Function that shows the Unicode code of a character

Jubinell · Oct 15, 2009

Does such function exist in Excel?

pgc01 · Nov 9, 2009

Sorry Vladimir, I was out for some days.

I understand your point, and accept it. I have, however, a different opinion on this subject.

Having look on VBA help of AscW() function we can find that:
The AscW function returns the Unicode character code …

I can't argue with that. If Microsoft uses it, you certainly can use it too.

All I can say is that I don't agree with it. From what I see, vba strings are simply strings with 16bit characters. If your vba string is to be interpreted with the Unicode standard then it is a Unicode string. The same vba string could, however, be interpreted using any other standard, for ex., a 16bit standard for a far east language.

To me, to say that a string is a Unicode string just because its characters have 16 bits is like saying that a string is a ANSI string just because its characters have 8 bits.

ZVI · Nov 9, 2009

Agree that we've faced here with terminology contradiction.

But in my opinion, to solve such contradiction we can consider that Unicode symbol is unequivocally identified by its main properties:
1. Assignment of Unicode symbol
2. Shape(s) of Unicode symbol
3. Character, identified by the code (2 or more bytes)

In this case the Unicode character is just one of the properties of the Unicode symbol.
Using Unicode character property we should remember that in case of not all properties are taken into account then it is not the Unicode symbol - just its property.

Regards,
Vladimir

pgc01 · Nov 9, 2009

Wow, I see this seems to be one of those never ending discussions

. One of these days we'll have to put a stop to this.

Anyway not even your point 3 is respected.

You can do a simple test. Let's use the character that Jubinell posted, "&#55360;&#56738;". This is a Unicode string with 1 only Unicode character. This is one of the Unicode characters defined with a surrogate pair, in this case the pair D840 DDA2.

Now copy this character to the cell A1

We have now in cell A1 a Unicode string with 1 character.

Let's test it (using the immediate window).

Test 1 - the length

?Len(Range("A1").Value)
2

Now you say that vba strings are Unicode strings and, as you say in your point 3, Unicode characters may have 2 or more bytes. As you can see vba does not recognise it.

I say that vba strings are just sequences of 16bit codes. Since we have in this case 2 16bit codes we get the answer 2, it's OK

Test 2 - the code of the Unicode character

? Hex(AscW(Range("A1").Value))
D840

You say that vba strings are Unicode strings. Where is the rest of the code of this character? As you can see vba does not recognise it.

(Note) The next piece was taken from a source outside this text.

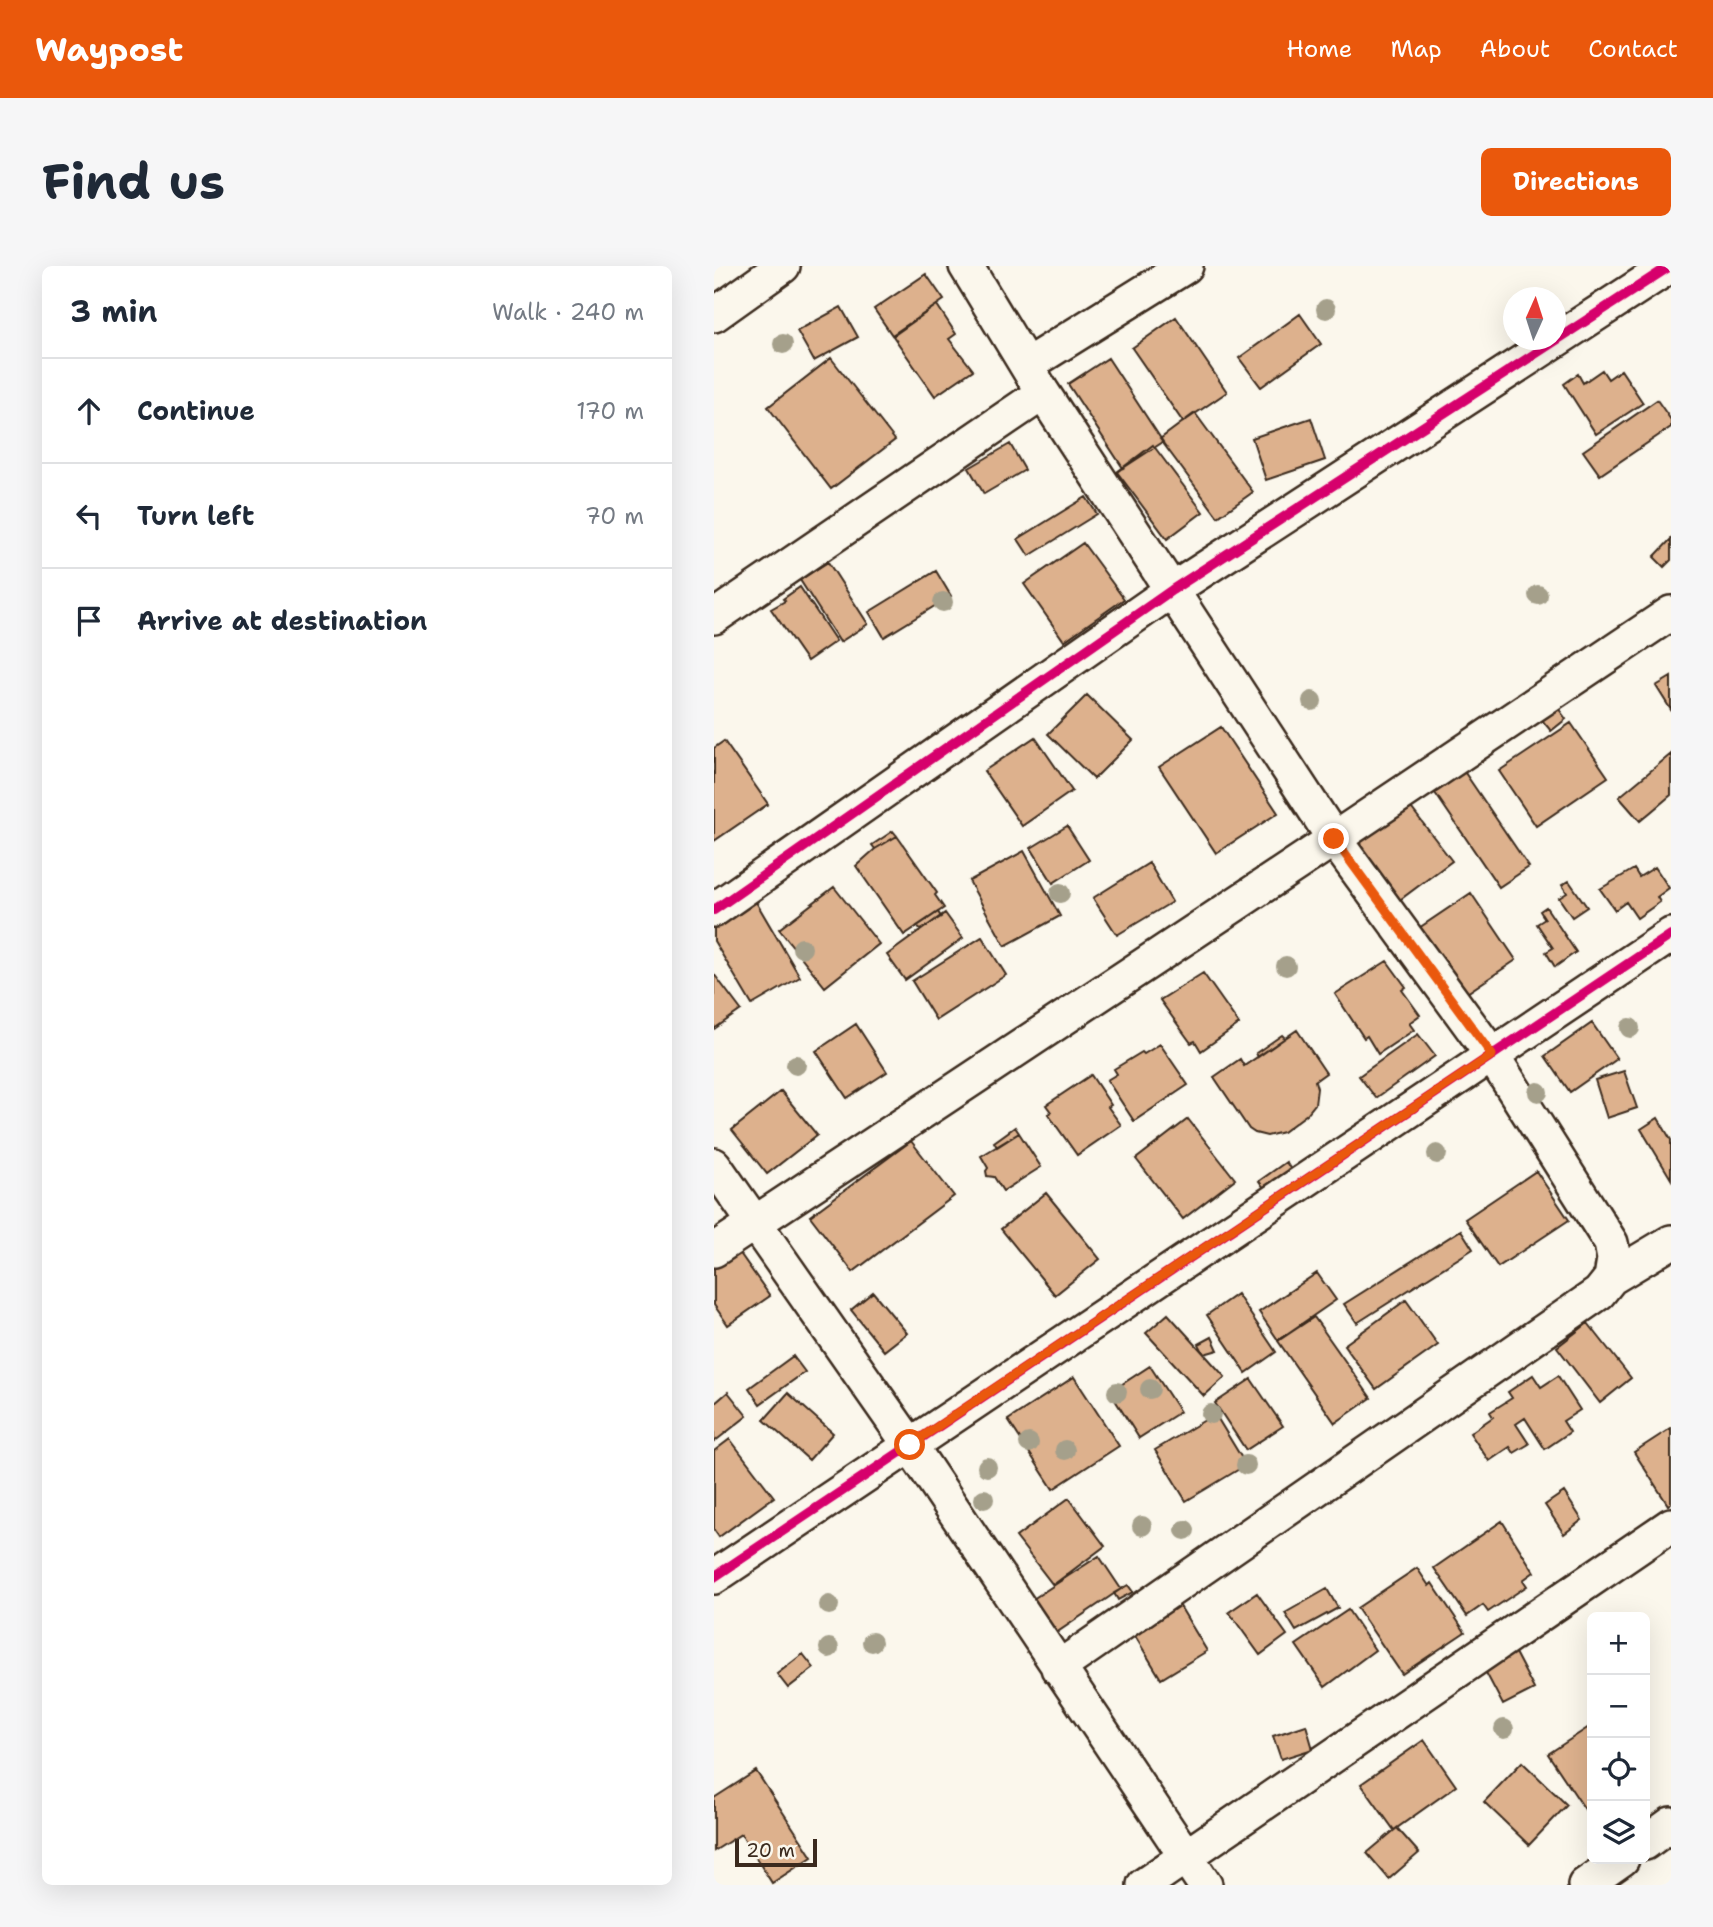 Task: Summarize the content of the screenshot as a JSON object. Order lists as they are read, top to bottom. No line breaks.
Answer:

I say that vba strings are just sequences of 16bit codes. Since we have in this case 2 16bit codes we get the code of the first one, as expected since when you use Asc or AscW with a string with several characters you get the code of the first one. It's OK.

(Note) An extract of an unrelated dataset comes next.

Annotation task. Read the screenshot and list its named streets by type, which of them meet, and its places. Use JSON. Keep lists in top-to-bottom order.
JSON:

Test 3 - Let's try Mid() to get a character that does not exist(?)

? Hex(AscW(Mid(Range("A1").Value, 2, 1)))
DDA2

You say that vba strings are Unicode strings. How is it possible to use Mid to get the second Unicode character of a string that has only 1?

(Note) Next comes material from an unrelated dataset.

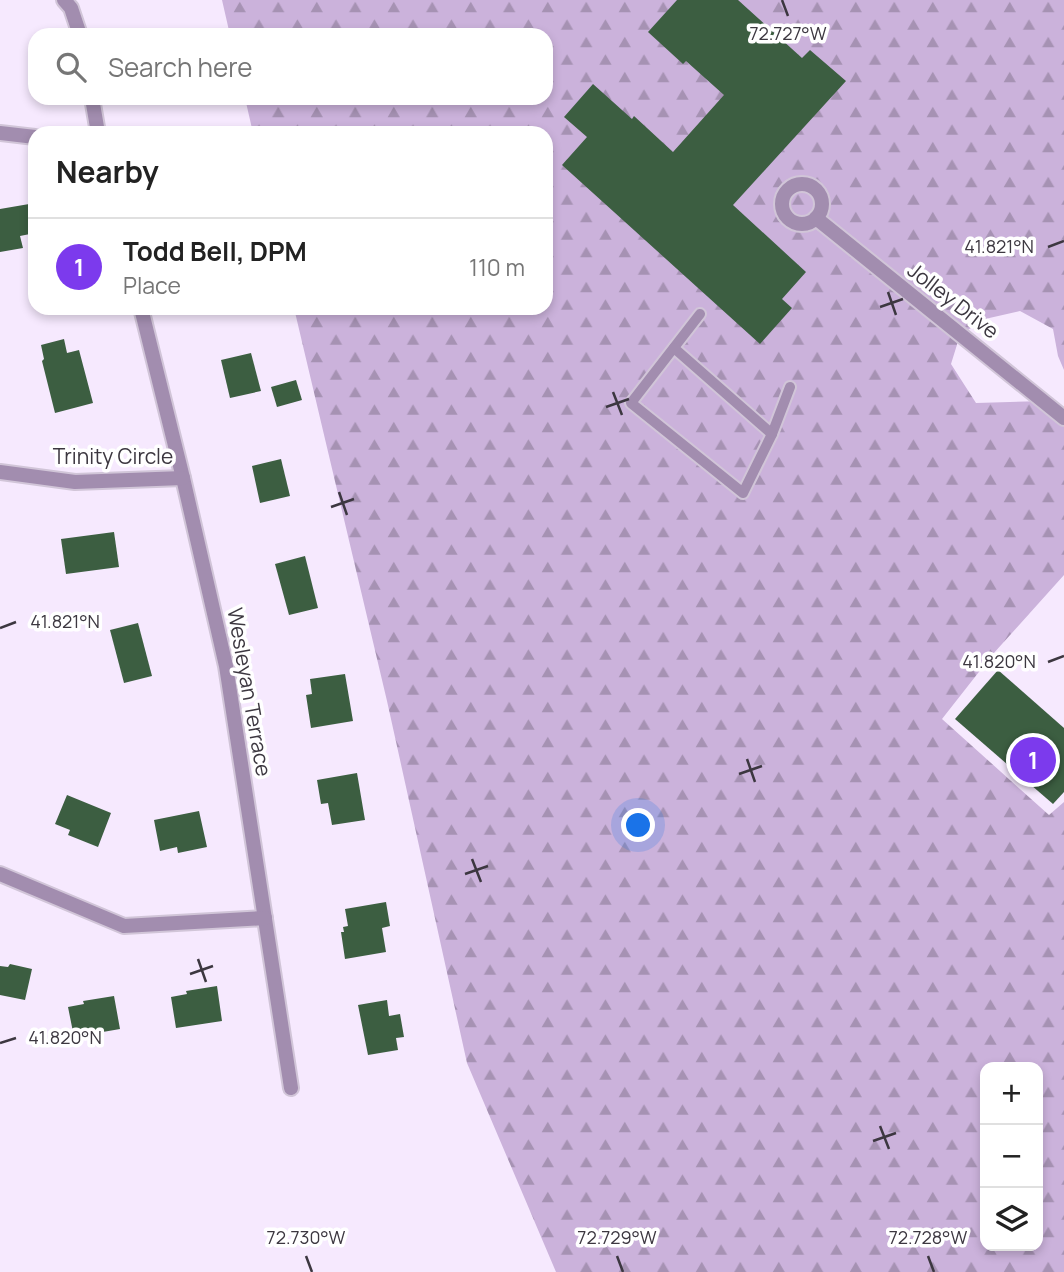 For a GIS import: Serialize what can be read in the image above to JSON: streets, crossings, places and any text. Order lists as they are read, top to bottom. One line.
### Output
{"streets":{"street":["Jolley Drive","Trinity Circle","Wesleyan Terrace"]},"crossings":[["Trinity Circle","Wesleyan Terrace"]],"page":{"search":"Search here","heading":"Nearby","list":[{"mark":"1","name":"Todd Bell, DPM","note":"Place","value":"110 m"}],"pins":"1","map_buttons":["+","−"]},"coordinates":["72.727°W","41.821°N","41.820°N","72.730°W","72.729°W","72.728°W"]}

I say that vba strings are just sequences of 16bit codes. Since we have in this case 2 16bit codes we can use Mid to get the second 16bit code, and get it's value.

Test 4 - Let's try a test in the worksheet

In B1: =Len(A1) -> result: 2

Not even in the worksheet the string is recognised as being a Unicode string with 1 character.

My conclusion: a vba string is just a sequence of characters encoded with 16 bits.

ZVI · Nov 12, 2009

pgc01 said:
Wow, I see this seems to be one of those never ending discussions . One of these days we'll have to put a stop to this.
...
My conclusion: a VBA string is just a sequence of characters encoded with 16 bits.

Hi Pedro,
Ok, let it be as is

And thank you very much for the growing of my knowledge of Unicode standard.

Jubinell,
Hope that it is not too late - see more details below.

To insert Unicode symbols you can use Microsoft Global Input Method Editors (IMEs).
There is also IME for Office XP which I've successfully tested with Excel 2003 as well (but Excel 2002 XP is installed on my PC).

To insert into a cell the 1st 2-Bytes Unicode symbol 人 , mentioned in your post#11, use Excel menu:
Insert / Symbol / Font = Arial Unicode MS / Character code = 4EBA / from = Unicode(hex) / Insert button

For the 2nd 2-Bytes Unicode symbol 亻 do the same as above but with Character code = 4EBB

For the 3d 4-Bytes symbol &#55360;&#56738;:
1. Apply Arial Unicode MS font to the cell
2. Select 2 positions of the 3d symbol in the table, mentioned in your post#11
3. Copy & paste the selection into Excel cell - it will be shown as the single character in a cell.

There are additional user defined functions to convert Hex code into Unicode symbol and vice versa.
Two and four bytes Unicode symbols are supported.
You can pass to the Hex2Uni(HexCode) function the Hex code of the Unicode Lookup table (refer to your post#4).
Prefix "0x" of the Hex code is ignored by this function – you can copy Hex code from Unicode Lookup table with that prefix.

Rich (BB code):


Function Uni2Hex(Txt As String) As String
  Dim b() As Byte, i&, j&
  b() = Trim(Txt)
  j = UBound(b)
  For i = 0 To j Step 2
    If i < j Then Uni2Hex = Uni2Hex & Format(Hex(b(i + 1)), "00")
    Uni2Hex = Uni2Hex & Format(Hex(b(i)), "00")
  Next
End Function

Function Hex2Uni(HexCode As String) As String
  Dim b() As Byte, i&, j&, s$
  s = Replace(HexCode, " ", "")
  s = Replace(s, "0x", "")
  j = Len(s)
  If j <= 4 Then
    ReDim b(1 To 4)
    b() = ChrW("&H" & s)
  Else
    ReDim b(1 To 8)
    b() = ChrW("&H" & Mid$(s, 1, j - 4)) & ChrW("&H" & Mid$(s, j - 3))
  End If
  Hex2Uni = b()
End Function

Regards,
Vladimir

Jubinell · Nov 12, 2009

Thank you for the help Vlad. I've moved past this and ran into other hair-pulling problems, but I will go back and implement your methods when I have time.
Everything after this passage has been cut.